Chapitre IV…



 


Alan Kardec
et son époque…

 


Un mauvais coup du sort…

   
   


Malheureusement, l'oncle Duhamel, bailleur de fonds, ne pratiquait pas les vertus dont son neveu s'était fait le champion : il était joueur et fréquentait les tripots de Spa et de Baden-Baden.
Voilà qu'il a tout à coup besoin de 45 000 francs pour réparer ses pertes. Il oblige son neveu à mettre en vente la florissante institution de la rue de Sèvres. Etant donné la bonne réputation de l'établissement, il trouve un acquéreur qui aussitôt verse la valeur du terrain et de l'immeuble soit 90 000 francs dont la moitié revient aux époux Rivail.
Sur le conseil d'Amélie, Léon place cette somme considérable chez un négociant, un « brave ami », qui leur déclare que leurs vieux jours sont assurés.
Mais le futur Kardec n'a aucun goût pour la retraite. Il est dans la force de l'âge et, d'accord avec sa femme, songe a fondé une nouvelle institution dans un bâtiment plus modeste étant donné la somme dont il dispose.
Nouveau malheur, un mois plus tard : le « brave ami » fait faillite. Les époux Rivail sont ruinés. Ils font face avec courage : Amélie réduit leur train de vie et Léon, qui ne lui fait aucun reproche et ne veut rien devoir à son beau-père, prend en charge trois comptabilités, dont celle des Folies-Marigny, ce qui permit plus tard à ses détracteurs, dont René Guénon, de raconter qu'il était auteur de vaudevilles.

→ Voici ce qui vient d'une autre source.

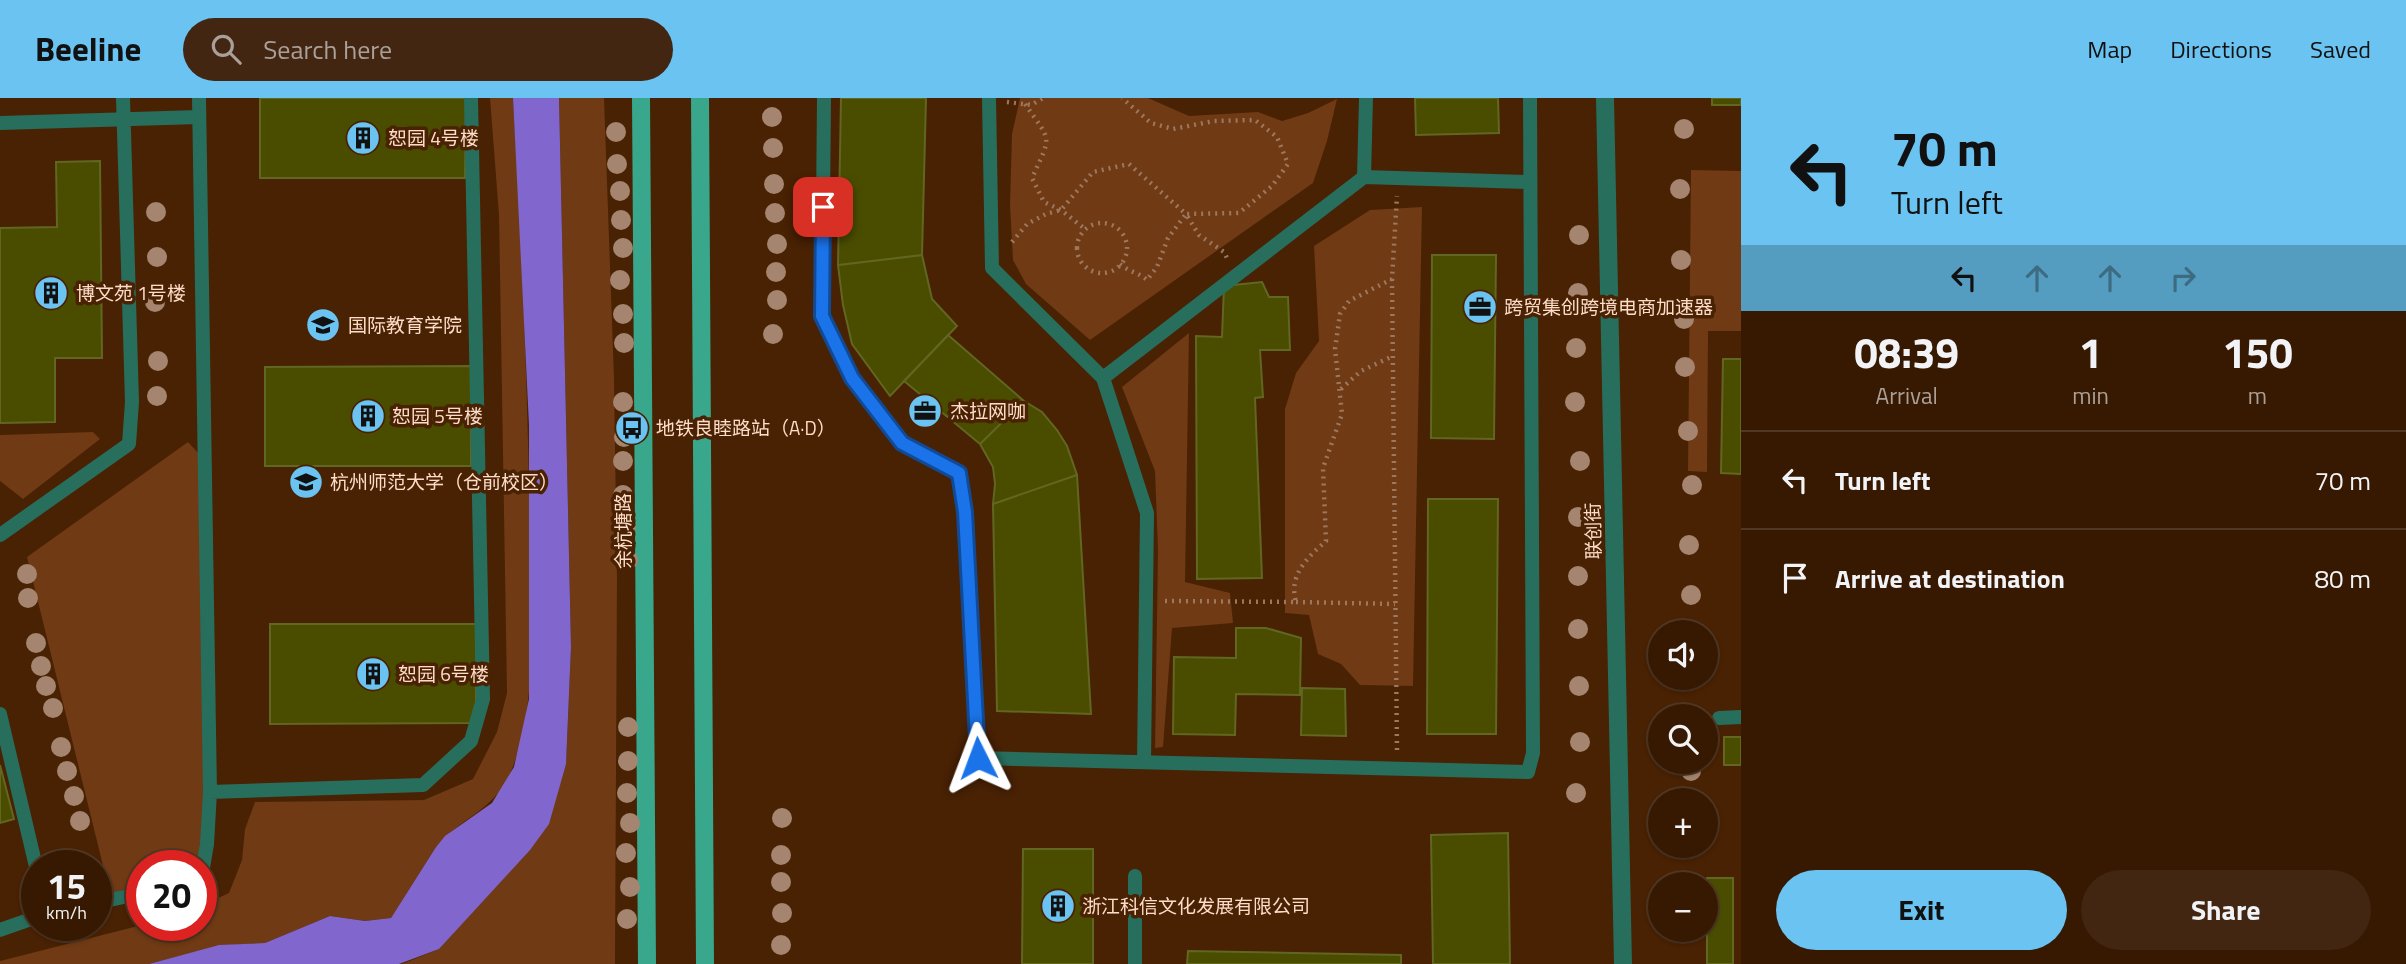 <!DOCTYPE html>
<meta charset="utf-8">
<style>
:root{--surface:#371902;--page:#422611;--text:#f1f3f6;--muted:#aaa099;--line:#513824;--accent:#6ac3f1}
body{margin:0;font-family:"Titillium Web","Noto Sans SC",sans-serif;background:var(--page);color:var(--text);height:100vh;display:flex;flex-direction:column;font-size:26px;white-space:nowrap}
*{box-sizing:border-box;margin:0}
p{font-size:23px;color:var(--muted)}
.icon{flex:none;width:38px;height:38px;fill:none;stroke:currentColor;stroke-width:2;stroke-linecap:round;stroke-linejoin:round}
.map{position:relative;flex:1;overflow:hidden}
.panel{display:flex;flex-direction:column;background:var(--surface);width:665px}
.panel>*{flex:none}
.top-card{background:#6ac3f1;color:#111;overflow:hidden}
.fabs{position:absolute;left:1648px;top:522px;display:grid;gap:14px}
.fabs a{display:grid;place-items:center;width:70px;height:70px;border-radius:50%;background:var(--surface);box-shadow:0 2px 5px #0004,0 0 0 2px var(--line);font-size:35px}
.speed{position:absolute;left:21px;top:752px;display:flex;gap:14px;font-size:35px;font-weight:700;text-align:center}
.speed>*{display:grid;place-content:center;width:91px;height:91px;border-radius:50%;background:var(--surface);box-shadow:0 2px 5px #0004,0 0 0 2px var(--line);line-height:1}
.speed small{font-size:18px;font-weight:400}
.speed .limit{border:10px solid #d22;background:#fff;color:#111}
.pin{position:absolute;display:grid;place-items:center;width:60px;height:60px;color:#fff;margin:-30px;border-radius:14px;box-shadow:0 4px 10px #0006}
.me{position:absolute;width:77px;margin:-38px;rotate:357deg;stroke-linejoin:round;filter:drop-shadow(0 0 5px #0008)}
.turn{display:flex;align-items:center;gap:24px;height:147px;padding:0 35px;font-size:32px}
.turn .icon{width:91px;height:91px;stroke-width:2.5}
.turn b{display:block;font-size:49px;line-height:60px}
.lanes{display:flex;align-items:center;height:66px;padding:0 35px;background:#0003;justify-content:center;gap:35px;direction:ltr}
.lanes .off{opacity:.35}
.eta{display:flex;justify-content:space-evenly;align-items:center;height:119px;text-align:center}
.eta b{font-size:42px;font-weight:700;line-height:49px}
.cta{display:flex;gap:14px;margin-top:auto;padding:14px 35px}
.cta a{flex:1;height:80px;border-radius:42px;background:var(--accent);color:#111;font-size:28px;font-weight:700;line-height:80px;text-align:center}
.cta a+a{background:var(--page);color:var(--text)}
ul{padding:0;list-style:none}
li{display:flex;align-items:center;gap:21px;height:98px;padding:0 35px;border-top:2px solid var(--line)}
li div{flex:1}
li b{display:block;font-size:26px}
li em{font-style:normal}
header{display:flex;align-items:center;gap:42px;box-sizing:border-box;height:98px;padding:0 35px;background:var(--accent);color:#111}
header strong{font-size:33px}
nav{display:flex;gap:38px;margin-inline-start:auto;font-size:24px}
.search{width:490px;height:63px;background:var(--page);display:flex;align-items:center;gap:18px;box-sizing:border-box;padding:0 24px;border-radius:38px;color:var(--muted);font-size:26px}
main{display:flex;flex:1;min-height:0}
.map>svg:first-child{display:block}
.green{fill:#6f3a14}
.water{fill:#8167cd}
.building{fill:#4a4d00;stroke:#616621;stroke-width:2}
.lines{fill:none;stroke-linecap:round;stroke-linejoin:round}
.path{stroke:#9d775e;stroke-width:4.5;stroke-dasharray:2 5;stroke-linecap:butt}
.service{stroke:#286e5c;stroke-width:14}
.tertiary{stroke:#286e5c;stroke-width:18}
.primary{stroke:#38a78c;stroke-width:18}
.tree{fill:#a5856f}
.route-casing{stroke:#114b97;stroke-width:18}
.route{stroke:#1a73e8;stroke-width:12}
.labels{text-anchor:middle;stroke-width:7;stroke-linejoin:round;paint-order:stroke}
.poi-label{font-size:19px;fill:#fedcc8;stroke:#492103;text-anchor:start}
.street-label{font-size:19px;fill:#fedcc8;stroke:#492103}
</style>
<header>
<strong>Beeline</strong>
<div class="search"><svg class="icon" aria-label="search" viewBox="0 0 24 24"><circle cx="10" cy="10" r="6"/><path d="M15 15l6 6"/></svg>Search here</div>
<nav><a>Map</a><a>Directions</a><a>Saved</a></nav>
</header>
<main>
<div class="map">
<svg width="1741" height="866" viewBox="0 0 1741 866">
<rect width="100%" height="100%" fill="#492103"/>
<!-- green -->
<path class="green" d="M490,0h23c9,148 15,296 17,445 0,74 9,155 -18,226 -16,42 -50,47 -76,78l-45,71 -26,3 -35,-5 -65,27 -49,3 -67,18h-149v-3l142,-36 59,1v-20l28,-13 13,-33 3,-31 10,-27 169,-2 49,-21 24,-47 10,-39 -8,-478z
M559,0h45l10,280 3,203 -2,383h-213l37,-15 22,-25 105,-160 5,-117z
M1020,0h128l41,18 69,-4 24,9 26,-8 29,-14 -10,42 -14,42 -223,157 -64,-56 -13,-24 -3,-55 2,-71z
M1691,72l50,1v160h-33l-1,141 -19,-1z
M1422,109l-9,479 -53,-1 -19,-21 -23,-10 -9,-39 -24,-2v-204l11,-36 23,-32 -5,-95 56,-36z
M1189,235l-4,249 45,11 3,30 -61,5 -9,119 -8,1 3,-198 -3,-79 -33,-84z
M93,334l7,7 -77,60 -23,-18v-46z
M188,344l12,13 6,379 -9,26 -8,6h-47v18l-32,10 -83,-337z"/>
<!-- water -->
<path class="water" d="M513,0h46l12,549 -5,117 -17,60 -19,26 -91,99 -40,15h-250l70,-19 46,-2 65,-27 35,5 26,-3 45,-71 9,-11 47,-33 22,-36 15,-68v-274z"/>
<!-- building -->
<path class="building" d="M260,0h206l-1,80h-205z
M841,0h85l-4,157 -84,10z
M1415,0h83l1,35 -83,2z
M1712,0h29v7h-29z
M100,63l2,197h-47v64l-55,1v-195l57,-1 -1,-65z
M922,157l10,44 25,27 -67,70 -38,-52 -9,-39 -5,-40z
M1432,157h64l-2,184 -63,-1z
M1262,184l7,15h19l2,53h-30l3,47 -8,1 7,180 -65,1 -1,-243 26,1 2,-51z
M948,237l76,66 -44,43 -76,-63z
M1723,261h18v115l-20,-1z
M471,268v100h-206v-99z
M1024,303l18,11 15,18 10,16 10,29 -84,29 2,-20 -2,-17 -13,-23z
M1077,377l14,239 -94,-3 -4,-207z
M1428,401h70l-2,235h-69z
M270,526h206v99l-206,1z
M1236,530h30l35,10 -1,57 -64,-1 -1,41 -62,-1 1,-77 62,1z
M1302,590l43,1 1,47 -45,-1z
M1724,639h17v28h-17z
M0,667l14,54 -14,4z
M1508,735l2,131h-77l-2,-129z
M1023,751h70v115h-71z
M1707,780h26v86h-26z
M1188,853l213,4v9h-214z"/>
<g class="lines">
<!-- path -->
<path class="path" d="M1007,4l24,3 12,-7
M1025,6c27,39 27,30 7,74l12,24 17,8 24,19
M1077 150a25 25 0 1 1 50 0a25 25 0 1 1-50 0Z
M1012,144l15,-18 19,-10 15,-4 32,-38 36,-8 57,50 53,-1 33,-27 16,-22 -11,-27 -22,-17 -41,1 -41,8 -22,-6 -29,-25
M1120,166c9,8 20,9 27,16l10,-13 11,-29 18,-24 13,21 25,17 3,6
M1392,181l5,472
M1341,291l20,-18 32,-15
M1165,503l131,1c-8,-27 12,-45 30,-61l-3,-73 19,-54 -7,-65 5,-35 9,-13 43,-22 5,-83
M1296,504l99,2"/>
<!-- service -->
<path class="service" d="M199,0l11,694 -3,52 -6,35
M824,0l-2,218 30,62 50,65 57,30 6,39 13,246 550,14 5,-19 -3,-655
M989,0l3,170 111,110 44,135 -3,249
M0,25l199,-6
M1364,79l2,-79
M1103,280l261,-201 166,5
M0,437l129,-91 3,-42 -9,-304
M0,616l37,157
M1719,620l22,-1
M210,694l213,-7 48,-44 12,-42 -12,-601
M96,805l46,-10
M0,832l37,-13
M1135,866v-88"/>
<!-- tertiary -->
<path class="tertiary" d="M1605,0l18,866"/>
<!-- primary -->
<path class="primary" d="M641,0l6,866
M700,0l5,866"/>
</g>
<!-- trees -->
<g class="tree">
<circle cx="772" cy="19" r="10"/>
<circle cx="1684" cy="31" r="10"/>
<circle cx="616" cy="34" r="10"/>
<circle cx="773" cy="50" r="10"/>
<circle cx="617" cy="66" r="10"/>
<circle cx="774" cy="86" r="10"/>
<circle cx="1680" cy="91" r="10"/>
<circle cx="620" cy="93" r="10"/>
<circle cx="156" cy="114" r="10"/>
<circle cx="775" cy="115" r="10"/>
<circle cx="621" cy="122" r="10"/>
<circle cx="1579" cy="137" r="10"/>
<circle cx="777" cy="146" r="10"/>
<circle cx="623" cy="150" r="10"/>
<circle cx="157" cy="159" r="10"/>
<circle cx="1681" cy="162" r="10"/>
<circle cx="776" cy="174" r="10"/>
<circle cx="620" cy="182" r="10"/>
<circle cx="1578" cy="195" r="10"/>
<circle cx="777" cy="202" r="10"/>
<circle cx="155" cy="204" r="10"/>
<circle cx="623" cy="216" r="10"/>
<circle cx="1684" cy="221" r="10"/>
<circle cx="773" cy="236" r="10"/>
<circle cx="624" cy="245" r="10"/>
<circle cx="1576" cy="250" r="10"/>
<circle cx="158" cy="263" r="10"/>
<circle cx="1685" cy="269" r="10"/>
<circle cx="157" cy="298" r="10"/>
<circle cx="623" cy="304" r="10"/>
<circle cx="1575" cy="304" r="10"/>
<circle cx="1688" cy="333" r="10"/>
<circle cx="624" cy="339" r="10"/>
<circle cx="623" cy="363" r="10"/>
<circle cx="1580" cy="363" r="10"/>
<circle cx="1692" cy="387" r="10"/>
<circle cx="623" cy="397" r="10"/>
<circle cx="1578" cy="419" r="10"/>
<circle cx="626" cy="428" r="10"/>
<circle cx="1689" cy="447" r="10"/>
<circle cx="628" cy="462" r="10"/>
<circle cx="27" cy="476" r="10"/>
<circle cx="1578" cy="478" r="10"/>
<circle cx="1691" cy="497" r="10"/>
<circle cx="28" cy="500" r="10"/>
<circle cx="1578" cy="531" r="10"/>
<circle cx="36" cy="545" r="10"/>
<circle cx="41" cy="568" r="10"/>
<circle cx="46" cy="588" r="10"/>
<circle cx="1579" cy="588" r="10"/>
<circle cx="53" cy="610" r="10"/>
<circle cx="628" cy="629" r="10"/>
<circle cx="1580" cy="644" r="10"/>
<circle cx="61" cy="649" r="10"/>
<circle cx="628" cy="663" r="10"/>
<circle cx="67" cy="673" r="10"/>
<circle cx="1691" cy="673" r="10"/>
<circle cx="627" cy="695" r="10"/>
<circle cx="1576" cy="695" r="10"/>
<circle cx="74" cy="698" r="10"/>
<circle cx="782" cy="720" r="10"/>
<circle cx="80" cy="723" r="10"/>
<circle cx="630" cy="725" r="10"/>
<circle cx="626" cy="755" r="10"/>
<circle cx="781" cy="757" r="10"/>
<circle cx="781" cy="784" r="10"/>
<circle cx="630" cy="789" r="10"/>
<circle cx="782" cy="815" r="10"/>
<circle cx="627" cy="821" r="10"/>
<circle cx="781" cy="847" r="10"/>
</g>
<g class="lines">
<!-- route casing -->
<g class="route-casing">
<path id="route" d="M823,109l-1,109 30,62 50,65 57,30 6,39 13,246"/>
</g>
<!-- route -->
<use href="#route" class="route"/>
</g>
<!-- icons -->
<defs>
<g id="building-disc" transform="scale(1.75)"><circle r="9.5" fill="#6ac3f1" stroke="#492103"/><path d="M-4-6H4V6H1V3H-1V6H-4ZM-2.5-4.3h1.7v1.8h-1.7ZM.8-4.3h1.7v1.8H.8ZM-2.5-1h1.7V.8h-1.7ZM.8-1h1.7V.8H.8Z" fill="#111"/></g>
<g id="office-disc" transform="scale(1.75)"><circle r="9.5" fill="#6ac3f1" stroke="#492103"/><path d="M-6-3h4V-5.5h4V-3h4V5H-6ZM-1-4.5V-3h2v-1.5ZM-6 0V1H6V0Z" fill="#111"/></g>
<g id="university-disc" transform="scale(1.75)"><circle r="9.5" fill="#6ac3f1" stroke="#492103"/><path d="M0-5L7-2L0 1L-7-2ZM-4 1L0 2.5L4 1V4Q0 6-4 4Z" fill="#111"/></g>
<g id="bus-disc" transform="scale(1.75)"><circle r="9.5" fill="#6ac3f1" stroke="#492103"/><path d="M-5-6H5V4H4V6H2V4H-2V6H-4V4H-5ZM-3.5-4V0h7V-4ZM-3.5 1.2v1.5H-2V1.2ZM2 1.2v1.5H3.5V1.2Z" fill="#111"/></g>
</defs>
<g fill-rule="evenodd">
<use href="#building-disc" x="363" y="40"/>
<use href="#building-disc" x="51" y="195"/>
<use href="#office-disc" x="1480" y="209"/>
<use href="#university-disc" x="323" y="227"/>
<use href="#office-disc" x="925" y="313"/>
<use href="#building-disc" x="368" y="318"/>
<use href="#bus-disc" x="632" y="330"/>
<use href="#university-disc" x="306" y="384"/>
<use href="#building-disc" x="373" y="576"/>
<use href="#building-disc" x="1058" y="808"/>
</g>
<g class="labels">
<!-- poi labels -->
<g class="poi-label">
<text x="388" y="47">恕园 4号楼</text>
<text x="76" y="202">博文苑 1号楼</text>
<text x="1504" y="216">跨贸集创跨境电商加速器</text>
<text x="348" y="234">国际教育学院</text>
<text x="950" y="320">杰拉网咖</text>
<text x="392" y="325">恕园 5号楼</text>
<text x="656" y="337">地铁良睦路站（A·D）</text>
<text x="330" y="391">杭州师范大学（仓前校区）</text>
<text x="398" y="583">恕园 6号楼</text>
<text x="1082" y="815">浙江科信文化发展有限公司</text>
</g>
<!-- street labels -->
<g class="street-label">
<text transform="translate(623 433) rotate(-90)" y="7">余杭塘路</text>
<text transform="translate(1593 433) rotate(-91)" y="7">联创街</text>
</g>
</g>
</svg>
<div class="fabs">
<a><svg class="icon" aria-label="sound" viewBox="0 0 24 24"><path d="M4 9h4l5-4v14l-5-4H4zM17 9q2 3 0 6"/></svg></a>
<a><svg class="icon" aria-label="search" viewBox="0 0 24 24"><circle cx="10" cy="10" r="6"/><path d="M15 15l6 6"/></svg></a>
<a>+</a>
<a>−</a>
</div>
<div class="speed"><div>15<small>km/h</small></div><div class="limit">20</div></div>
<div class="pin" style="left:823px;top:109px;background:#d93025"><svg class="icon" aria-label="arrive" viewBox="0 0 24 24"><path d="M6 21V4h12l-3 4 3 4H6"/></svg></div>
<svg class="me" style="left:978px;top:660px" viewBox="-20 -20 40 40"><path d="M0-17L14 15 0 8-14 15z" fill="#1a73e8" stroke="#fff" stroke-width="4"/></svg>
</div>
<section class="panel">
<div class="top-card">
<div class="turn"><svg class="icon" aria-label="left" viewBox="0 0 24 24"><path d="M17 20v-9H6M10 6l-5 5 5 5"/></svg><div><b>70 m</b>Turn left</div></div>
<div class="lanes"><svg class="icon" aria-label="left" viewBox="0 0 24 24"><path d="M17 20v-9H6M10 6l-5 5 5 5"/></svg><svg class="icon off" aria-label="ahead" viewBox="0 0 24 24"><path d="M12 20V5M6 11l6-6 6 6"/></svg><svg class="icon off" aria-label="ahead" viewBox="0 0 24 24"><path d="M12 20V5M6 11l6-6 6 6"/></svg><svg class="icon off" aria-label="right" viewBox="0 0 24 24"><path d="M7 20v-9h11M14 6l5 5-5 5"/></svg></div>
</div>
<div class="eta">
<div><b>08:39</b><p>Arrival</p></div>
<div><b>1</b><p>min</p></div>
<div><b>150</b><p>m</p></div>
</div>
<ul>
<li><svg class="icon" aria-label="left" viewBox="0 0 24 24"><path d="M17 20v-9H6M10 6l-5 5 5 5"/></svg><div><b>Turn left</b></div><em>70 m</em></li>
<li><svg class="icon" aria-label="arrive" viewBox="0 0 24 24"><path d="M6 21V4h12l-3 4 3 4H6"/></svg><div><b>Arrive at destination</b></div><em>80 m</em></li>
</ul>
<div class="cta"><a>Exit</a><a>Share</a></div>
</section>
</main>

Pour compléter ses ressources, et surtout pour ne pas rompre avec l'enseignement, il sollicita -et obtint- un poste de professeur au lycée polymathique, lycée privé qui s'ajoutait aux lycées d'Etat : Descartes, Saint-Louis, Charlemagne, Bonaparte (futur Condorcet). Il enseigna également au cours Lévy-Alvarez, très réputé à cette époque. Le soir, il donnait chez lui, gratuitement, à des élèves indigents ou en difficultés, des cours de physique, de chimie, d'astronomie et d'anatomie.
Enfin, il trouvait le moyen -et le temps- de rédiger de nouveaux ouvrages scolaires qui allaient lui assurer une certaine notoriété et d'appréciables revenus. Citons quelques titres :
     – Manuel des examens pour les brevets de capacité 1846
     – Cours complets théoriques et pratiques d'arithmétique 1847
     – Catéchisme grammatical de la langue française 1848
     – Dictées du premier âge 1850
     – Dictées du second âge 1850
Ces ouvrages sont si clairs, si attrayants, qu'ils recevront les prix académiques et seront adoptés par l'Université…

[…]

Amélie Rivail fut enchantée de reprendre du service…
Toutefois, ni elle, ni son mari n'étaient dans leur voie authentique ; ils le sentaient confusément et en souffraient. Ils ne possédaient plus le capital qui leur aurait permis de fonder une institution digne de la première. Maître Julien Boudet n'était plus là pour leur prêter les fonds nécessaires. Ils n'étaient désormais que les collaborateurs légèrement appointés de Lévy-Alvarez beaucoup plus connu à l'époque que M. Rivail… Le fait d'être ruinés, de ne pouvoir créer une œuvre bien à eux, était une épreuve très lourde, mais en y réfléchissant elle était providentielle ; ils le comprirent quinze ans plus tard.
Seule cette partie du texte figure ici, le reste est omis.